In order to preserve the confidentiality of his identity pending any objection by Nycomed to this ruling, the Court has refrained from citing those portions of the record that disclose his involvement in the case.
Finally, Nycomed has not cited a single case in which, sinceExergen, the name of the "who" alleged to be involved in inequitable conduct has been redacted from judicial documents. In fact, the Court's own research has revealed that the identities of such individuals have repeatedly been disclosed in reported decisions. See, e.g., Pall Corp. v. Cuno Inc., ___ F.Supp.2d ___, 2010 WL 301954, at *3-4 (E.D.N.Y. Jan. 20, 2010); Civix-DDI, LLC v. Hotels.com, L.P., No. 05 C 2010 WL 431467, at *4-12 (N.D. Ill. Feb. 1, 2010).

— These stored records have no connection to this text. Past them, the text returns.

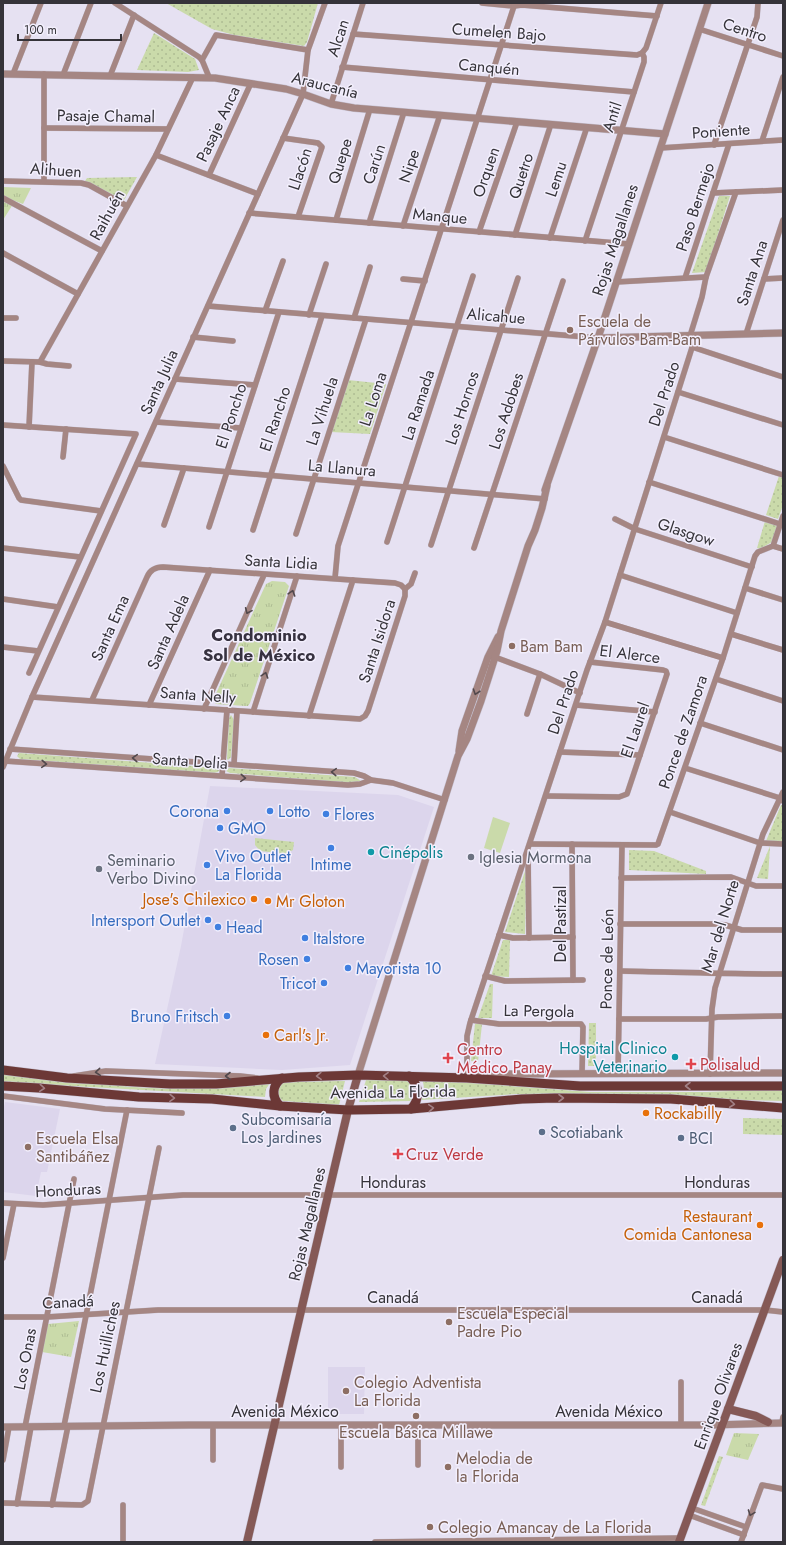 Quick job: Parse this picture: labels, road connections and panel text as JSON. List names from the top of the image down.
{
  "streets": {
    "main road": ["Rojas Magallanes", "Avenida La Florida", "Enrique Olivares"],
    "street": [
      "Centro",
      "Cumelen Bajo",
      "Alcan",
      "Canquén",
      "Araucanía",
      "Pasaje Chamal",
      "Antil",
      "Pasaje Anca",
      "Poniente",
      "Quepe",
      "Carún",
      "Nipe",
      "Llacón",
      "Alihuen",
      "Orquen",
      "Quetro",
      "Lemu",
      "Paso Bermejo",
      "Raihuén",
      "Manque",
      "Santa Ana",
      "Alicahue",
      "Santa Julia",
      "Del Prado",
      "La Loma",
      "La Ramada",
      "Los Hornos",
      "La Vihuela",
      "Los Adobes",
      "El Poncho",
      "El Rancho",
      "La Llanura",
      "Glasgow",
      "Santa Lidia",
      "Santa Ema",
      "Santa Adela",
      "Santa Isidora",
      "El Alerce",
      "Santa Nelly",
      "El Laurel",
      "Ponce de Zamora",
      "Santa Delia",
      "Del Pastizal",
      "Mar del Norte",
      "Ponce de León",
      "La Pergola",
      "Honduras",
      "Canadá",
      "Los Huilliches",
      "Los Onas",
      "Avenida México"
    ]
  },
  "crossings": [
    ["Centro", "Rojas Magallanes"],
    ["Cumelen Bajo", "Alcan"],
    ["Cumelen Bajo", "Antil"],
    ["Cumelen Bajo", "La Loma"],
    ["Alcan", "Canquén"],
    ["Alcan", "Araucanía"],
    ["Canquén", "Antil"],
    ["Canquén", "La Loma"],
    ["Araucanía", "Antil"],
    ["Araucanía", "Pasaje Anca"],
    ["Araucanía", "Quepe"],
    ["Araucanía", "Carún"],
    ["Araucanía", "Nipe"],
    ["Araucanía", "Orquen"],
    ["Araucanía", "Quetro"],
    ["Araucanía", "Lemu"],
    ["Araucanía", "Raihuén"],
    ["Araucanía", "Rojas Magallanes"],
    ["Araucanía", "Santa Julia"],
    ["Araucanía", "La Loma"],
    ["Pasaje Chamal", "Raihuén"],
    ["Antil", "Manque"],
    ["Poniente", "Paso Bermejo"],
    ["Poniente", "Rojas Magallanes"],
    ["Quepe", "Manque"],
    ["Carún", "Manque"],
    ["Nipe", "Manque"],
    ["Llacón", "Manque"],
    ["Llacón", "Santa Julia"],
    ["Alihuen", "Raihuén"],
    ["Orquen", "Manque"],
    ["Quetro", "Manque"],
    ["Lemu", "Manque"],
    ["Manque", "Rojas Magallanes"],
    ["Manque", "Santa Julia"],
    ["Manque", "La Loma"],
    ["Rojas Magallanes", "Alicahue"],
    ["Rojas Magallanes", "La Llanura"],
    ["Rojas Magallanes", "Santa Delia"],
    ["Rojas Magallanes", "Avenida La Florida"],
    ["Rojas Magallanes", "Honduras"],
    ["Rojas Magallanes", "Canadá"],
    ["Rojas Magallanes", "Avenida México"],
    ["Santa Ana", "Alicahue"],
    ["Alicahue", "Santa Julia"],
    ["Alicahue", "Del Prado"],
    ["Alicahue", "La Loma"],
    ["Alicahue", "La Ramada"],
    ["Alicahue", "Los Hornos"],
    ["Alicahue", "La Vihuela"],
    ["Alicahue", "Los Adobes"],
    ["Alicahue", "El Poncho"],
    ["Alicahue", "El Rancho"],
    ["Santa Julia", "La Llanura"],
    ["Santa Julia", "Santa Nelly"],
    ["Santa Julia", "Santa Delia"],
    ["Del Prado", "Glasgow"],
    ["Del Prado", "El Alerce"],
    ["Del Prado", "El Laurel"],
    ["Del Prado", "Ponce de Zamora"],
    ["Del Prado", "La Pergola"],
    ["Del Prado", "Avenida La Florida"],
    ["La Loma", "La Llanura"],
    ["La Loma", "Santa Lidia"],
    ["La Ramada", "La Llanura"],
    ["Los Hornos", "La Llanura"],
    ["La Vihuela", "La Llanura"],
    ["Los Adobes", "La Llanura"],
    ["El Poncho", "La Llanura"],
    ["El Rancho", "La Llanura"],
    ["Glasgow", "Ponce de Zamora"],
    ["Santa Lidia", "Santa Ema"],
    ["Santa Lidia", "Santa Adela"],
    ["Santa Lidia", "Santa Isidora"],
    ["Santa Ema", "Santa Nelly"],
    ["Santa Adela", "Santa Nelly"],
    ["Santa Isidora", "Santa Nelly"],
    ["El Alerce", "El Laurel"],
    ["Ponce de Zamora", "Del Pastizal"],
    ["Ponce de Zamora", "Ponce de León"],
    ["Mar del Norte", "Avenida La Florida"],
    ["Ponce de León", "Avenida La Florida"],
    ["La Pergola", "Avenida La Florida"],
    ["Honduras", "Los Huilliches"],
    ["Honduras", "Los Onas"],
    ["Canadá", "Los Huilliches"],
    ["Canadá", "Los Onas"],
    ["Canadá", "Enrique Olivares"],
    ["Los Huilliches", "Avenida México"],
    ["Los Onas", "Avenida México"],
    ["Enrique Olivares", "Avenida México"]
  ],
  "districts": ["Condominio Sol de México"],
  "places": {
    "other": [
      "Escuela de Párvulos Bam-Bam",
      "Bam Bam",
      "Corona",
      "Lotto",
      "Flores",
      "GMO",
      "Intime",
      "Cinépolis",
      "Iglesia Mormona",
      "Vivo Outlet La Florida",
      "Seminario Verbo Divino",
      "Jose's Chilexico",
      "Mr Gloton",
      "Intersport Outlet",
      "Head",
      "Italstore",
      "Rosen",
      "Mayorista 10",
      "Tricot",
      "Bruno Fritsch",
      "Carl's Jr.",
      "Hospital Clinico Veterinario",
      "Rockabilly",
      "Subcomisaría Los Jardines",
      "Scotiabank",
      "BCI",
      "Escuela Elsa Santibáñez",
      "Restaurant Comida Cantonesa",
      "Escuela Especial Padre Pio",
      "Colegio Adventista La Florida",
      "Escuela Básica Millawe",
      "Melodia de la Florida",
      "Colegio Amancay de La Florida"
    ],
    "health": ["Centro Médico Panay", "Polisalud", "Cruz Verde"]
  },
  "scale_bar": "100 m"
}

Simply put, the information that Nycomed seeks to redact is not the kind that has traditionally been viewed as private. For all of these reasons, nothing in the record supports the conclusion that the privacy interest of the individual named in Glenmark's allegations of inequitable conduct outweighs the common law presumption of access. Therefore, the Court denies Nycomed's request to maintain those redactions.
CONCLUSION
For the foregoing reasons, this Court rules that Docket Entry numbers 143, 144, 145, 146, 147, 152, 169, 190 and 213 should be unsealed in their entirety.
Any objections to the in the rulings contained in this Memorandum and Order must be filed with the Honorable Carol B. Amon on or before March 22, 2010 . Failure to file objections in a timely manner may waive a right to appeal the District Court order.
The Clerk is directed to enter this Memorandum and Order into the ECF system.